→ ACTIVITY:
Transcribe, word for word, every record in the data below.

[Items listed in a dataset]
══════

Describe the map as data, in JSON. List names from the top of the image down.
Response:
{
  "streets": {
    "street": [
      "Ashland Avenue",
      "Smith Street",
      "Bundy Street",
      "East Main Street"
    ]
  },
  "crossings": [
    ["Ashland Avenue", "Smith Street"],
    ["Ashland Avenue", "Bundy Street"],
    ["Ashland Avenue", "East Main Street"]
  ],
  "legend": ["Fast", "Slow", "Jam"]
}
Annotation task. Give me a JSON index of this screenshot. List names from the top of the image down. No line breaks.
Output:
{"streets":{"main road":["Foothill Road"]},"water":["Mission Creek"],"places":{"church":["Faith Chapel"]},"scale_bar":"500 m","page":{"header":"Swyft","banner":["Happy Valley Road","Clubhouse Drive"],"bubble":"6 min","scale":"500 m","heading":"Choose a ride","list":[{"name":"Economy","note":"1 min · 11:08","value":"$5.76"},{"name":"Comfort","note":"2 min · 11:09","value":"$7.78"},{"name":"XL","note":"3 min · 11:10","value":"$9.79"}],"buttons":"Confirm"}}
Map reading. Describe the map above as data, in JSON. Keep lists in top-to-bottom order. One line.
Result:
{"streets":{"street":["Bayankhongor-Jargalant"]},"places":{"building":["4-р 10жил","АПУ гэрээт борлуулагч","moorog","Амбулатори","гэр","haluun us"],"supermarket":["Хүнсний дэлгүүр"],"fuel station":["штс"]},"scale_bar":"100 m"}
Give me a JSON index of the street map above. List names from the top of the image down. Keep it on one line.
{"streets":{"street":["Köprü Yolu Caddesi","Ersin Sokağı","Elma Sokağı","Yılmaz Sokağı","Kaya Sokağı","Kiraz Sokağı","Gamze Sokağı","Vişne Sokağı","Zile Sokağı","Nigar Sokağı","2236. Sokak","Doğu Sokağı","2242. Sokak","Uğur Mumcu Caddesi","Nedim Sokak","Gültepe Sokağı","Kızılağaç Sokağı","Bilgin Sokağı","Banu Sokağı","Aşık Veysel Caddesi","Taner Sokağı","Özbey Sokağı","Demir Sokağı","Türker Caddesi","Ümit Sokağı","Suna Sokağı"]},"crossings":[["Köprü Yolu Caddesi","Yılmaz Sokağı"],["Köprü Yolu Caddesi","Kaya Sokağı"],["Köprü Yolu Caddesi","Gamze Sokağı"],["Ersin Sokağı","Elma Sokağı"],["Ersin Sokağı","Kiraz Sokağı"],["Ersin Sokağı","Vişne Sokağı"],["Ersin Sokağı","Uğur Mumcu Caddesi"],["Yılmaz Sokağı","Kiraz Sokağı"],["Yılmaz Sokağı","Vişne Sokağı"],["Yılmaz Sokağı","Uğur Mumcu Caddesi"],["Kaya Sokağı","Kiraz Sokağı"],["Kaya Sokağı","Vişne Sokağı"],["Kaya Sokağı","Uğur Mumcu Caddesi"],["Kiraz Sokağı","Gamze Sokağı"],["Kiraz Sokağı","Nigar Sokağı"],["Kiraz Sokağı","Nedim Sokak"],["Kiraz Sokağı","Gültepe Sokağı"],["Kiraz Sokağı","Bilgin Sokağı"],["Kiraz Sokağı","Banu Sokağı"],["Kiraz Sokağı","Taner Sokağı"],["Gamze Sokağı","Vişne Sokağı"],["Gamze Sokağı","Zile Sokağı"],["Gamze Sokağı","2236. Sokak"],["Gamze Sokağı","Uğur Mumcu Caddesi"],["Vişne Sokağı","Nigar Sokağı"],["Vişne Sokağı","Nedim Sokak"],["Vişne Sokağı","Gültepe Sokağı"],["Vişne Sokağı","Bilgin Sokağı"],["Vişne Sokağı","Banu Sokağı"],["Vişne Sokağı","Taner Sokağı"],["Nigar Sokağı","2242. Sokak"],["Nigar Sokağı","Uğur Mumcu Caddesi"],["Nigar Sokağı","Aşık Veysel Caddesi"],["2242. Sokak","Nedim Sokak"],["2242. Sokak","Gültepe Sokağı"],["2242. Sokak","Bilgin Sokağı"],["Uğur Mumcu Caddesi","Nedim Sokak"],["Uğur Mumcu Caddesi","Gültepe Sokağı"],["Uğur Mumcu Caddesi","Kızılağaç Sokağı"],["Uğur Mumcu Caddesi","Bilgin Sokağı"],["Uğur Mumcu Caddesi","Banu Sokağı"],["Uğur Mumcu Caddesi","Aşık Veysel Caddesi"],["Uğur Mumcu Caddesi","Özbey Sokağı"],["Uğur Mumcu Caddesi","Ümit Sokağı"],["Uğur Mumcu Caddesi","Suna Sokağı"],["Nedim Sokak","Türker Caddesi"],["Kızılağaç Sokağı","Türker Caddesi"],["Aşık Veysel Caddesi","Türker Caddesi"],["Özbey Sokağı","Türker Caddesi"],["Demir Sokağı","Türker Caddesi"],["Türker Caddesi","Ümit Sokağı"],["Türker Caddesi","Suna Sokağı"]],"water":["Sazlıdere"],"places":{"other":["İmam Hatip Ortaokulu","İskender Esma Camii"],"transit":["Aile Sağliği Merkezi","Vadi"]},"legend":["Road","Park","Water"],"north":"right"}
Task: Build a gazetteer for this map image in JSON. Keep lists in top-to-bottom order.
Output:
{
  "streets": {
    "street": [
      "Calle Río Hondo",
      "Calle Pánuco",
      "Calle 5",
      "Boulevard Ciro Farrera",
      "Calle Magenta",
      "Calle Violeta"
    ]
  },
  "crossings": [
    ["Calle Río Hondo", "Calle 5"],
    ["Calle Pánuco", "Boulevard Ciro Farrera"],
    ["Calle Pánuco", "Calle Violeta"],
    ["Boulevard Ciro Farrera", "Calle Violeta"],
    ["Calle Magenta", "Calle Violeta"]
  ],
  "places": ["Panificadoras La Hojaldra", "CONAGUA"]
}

══════

→ RESPONSE TO THE EXERCISE:
Describe the map as data, in JSON. List names from the top of the image down.
Response:
{
  "streets": {
    "street": [
      "Ashland Avenue",
      "Smith Street",
      "Bundy Street",
      "East Main Street"
    ]
  },
  "crossings": [
    ["Ashland Avenue", "Smith Street"],
    ["Ashland Avenue", "Bundy Street"],
    ["Ashland Avenue", "East Main Street"]
  ],
  "legend": ["Fast", "Slow", "Jam"]
}
Annotation task. Give me a JSON index of this screenshot. List names from the top of the image down. No line breaks.
Output:
{"streets":{"main road":["Foothill Road"]},"water":["Mission Creek"],"places":{"church":["Faith Chapel"]},"scale_bar":"500 m","page":{"header":"Swyft","banner":["Happy Valley Road","Clubhouse Drive"],"bubble":"6 min","scale":"500 m","heading":"Choose a ride","list":[{"name":"Economy","note":"1 min · 11:08","value":"$5.76"},{"name":"Comfort","note":"2 min · 11:09","value":"$7.78"},{"name":"XL","note":"3 min · 11:10","value":"$9.79"}],"buttons":"Confirm"}}
Map reading. Describe the map above as data, in JSON. Keep lists in top-to-bottom order. One line.
Result:
{"streets":{"street":["Bayankhongor-Jargalant"]},"places":{"building":["4-р 10жил","АПУ гэрээт борлуулагч","moorog","Амбулатори","гэр","haluun us"],"supermarket":["Хүнсний дэлгүүр"],"fuel station":["штс"]},"scale_bar":"100 m"}
Give me a JSON index of the street map above. List names from the top of the image down. Keep it on one line.
{"streets":{"street":["Köprü Yolu Caddesi","Ersin Sokağı","Elma Sokağı","Yılmaz Sokağı","Kaya Sokağı","Kiraz Sokağı","Gamze Sokağı","Vişne Sokağı","Zile Sokağı","Nigar Sokağı","2236. Sokak","Doğu Sokağı","2242. Sokak","Uğur Mumcu Caddesi","Nedim Sokak","Gültepe Sokağı","Kızılağaç Sokağı","Bilgin Sokağı","Banu Sokağı","Aşık Veysel Caddesi","Taner Sokağı","Özbey Sokağı","Demir Sokağı","Türker Caddesi","Ümit Sokağı","Suna Sokağı"]},"crossings":[["Köprü Yolu Caddesi","Yılmaz Sokağı"],["Köprü Yolu Caddesi","Kaya Sokağı"],["Köprü Yolu Caddesi","Gamze Sokağı"],["Ersin Sokağı","Elma Sokağı"],["Ersin Sokağı","Kiraz Sokağı"],["Ersin Sokağı","Vişne Sokağı"],["Ersin Sokağı","Uğur Mumcu Caddesi"],["Yılmaz Sokağı","Kiraz Sokağı"],["Yılmaz Sokağı","Vişne Sokağı"],["Yılmaz Sokağı","Uğur Mumcu Caddesi"],["Kaya Sokağı","Kiraz Sokağı"],["Kaya Sokağı","Vişne Sokağı"],["Kaya Sokağı","Uğur Mumcu Caddesi"],["Kiraz Sokağı","Gamze Sokağı"],["Kiraz Sokağı","Nigar Sokağı"],["Kiraz Sokağı","Nedim Sokak"],["Kiraz Sokağı","Gültepe Sokağı"],["Kiraz Sokağı","Bilgin Sokağı"],["Kiraz Sokağı","Banu Sokağı"],["Kiraz Sokağı","Taner Sokağı"],["Gamze Sokağı","Vişne Sokağı"],["Gamze Sokağı","Zile Sokağı"],["Gamze Sokağı","2236. Sokak"],["Gamze Sokağı","Uğur Mumcu Caddesi"],["Vişne Sokağı","Nigar Sokağı"],["Vişne Sokağı","Nedim Sokak"],["Vişne Sokağı","Gültepe Sokağı"],["Vişne Sokağı","Bilgin Sokağı"],["Vişne Sokağı","Banu Sokağı"],["Vişne Sokağı","Taner Sokağı"],["Nigar Sokağı","2242. Sokak"],["Nigar Sokağı","Uğur Mumcu Caddesi"],["Nigar Sokağı","Aşık Veysel Caddesi"],["2242. Sokak","Nedim Sokak"],["2242. Sokak","Gültepe Sokağı"],["2242. Sokak","Bilgin Sokağı"],["Uğur Mumcu Caddesi","Nedim Sokak"],["Uğur Mumcu Caddesi","Gültepe Sokağı"],["Uğur Mumcu Caddesi","Kızılağaç Sokağı"],["Uğur Mumcu Caddesi","Bilgin Sokağı"],["Uğur Mumcu Caddesi","Banu Sokağı"],["Uğur Mumcu Caddesi","Aşık Veysel Caddesi"],["Uğur Mumcu Caddesi","Özbey Sokağı"],["Uğur Mumcu Caddesi","Ümit Sokağı"],["Uğur Mumcu Caddesi","Suna Sokağı"],["Nedim Sokak","Türker Caddesi"],["Kızılağaç Sokağı","Türker Caddesi"],["Aşık Veysel Caddesi","Türker Caddesi"],["Özbey Sokağı","Türker Caddesi"],["Demir Sokağı","Türker Caddesi"],["Türker Caddesi","Ümit Sokağı"],["Türker Caddesi","Suna Sokağı"]],"water":["Sazlıdere"],"places":{"other":["İmam Hatip Ortaokulu","İskender Esma Camii"],"transit":["Aile Sağliği Merkezi","Vadi"]},"legend":["Road","Park","Water"],"north":"right"}
Task: Build a gazetteer for this map image in JSON. Keep lists in top-to-bottom order.
Output:
{
  "streets": {
    "street": [
      "Calle Río Hondo",
      "Calle Pánuco",
      "Calle 5",
      "Boulevard Ciro Farrera",
      "Calle Magenta",
      "Calle Violeta"
    ]
  },
  "crossings": [
    ["Calle Río Hondo", "Calle 5"],
    ["Calle Pánuco", "Boulevard Ciro Farrera"],
    ["Calle Pánuco", "Calle Violeta"],
    ["Boulevard Ciro Farrera", "Calle Violeta"],
    ["Calle Magenta", "Calle Violeta"]
  ],
  "places": ["Panificadoras La Hojaldra", "CONAGUA"]
}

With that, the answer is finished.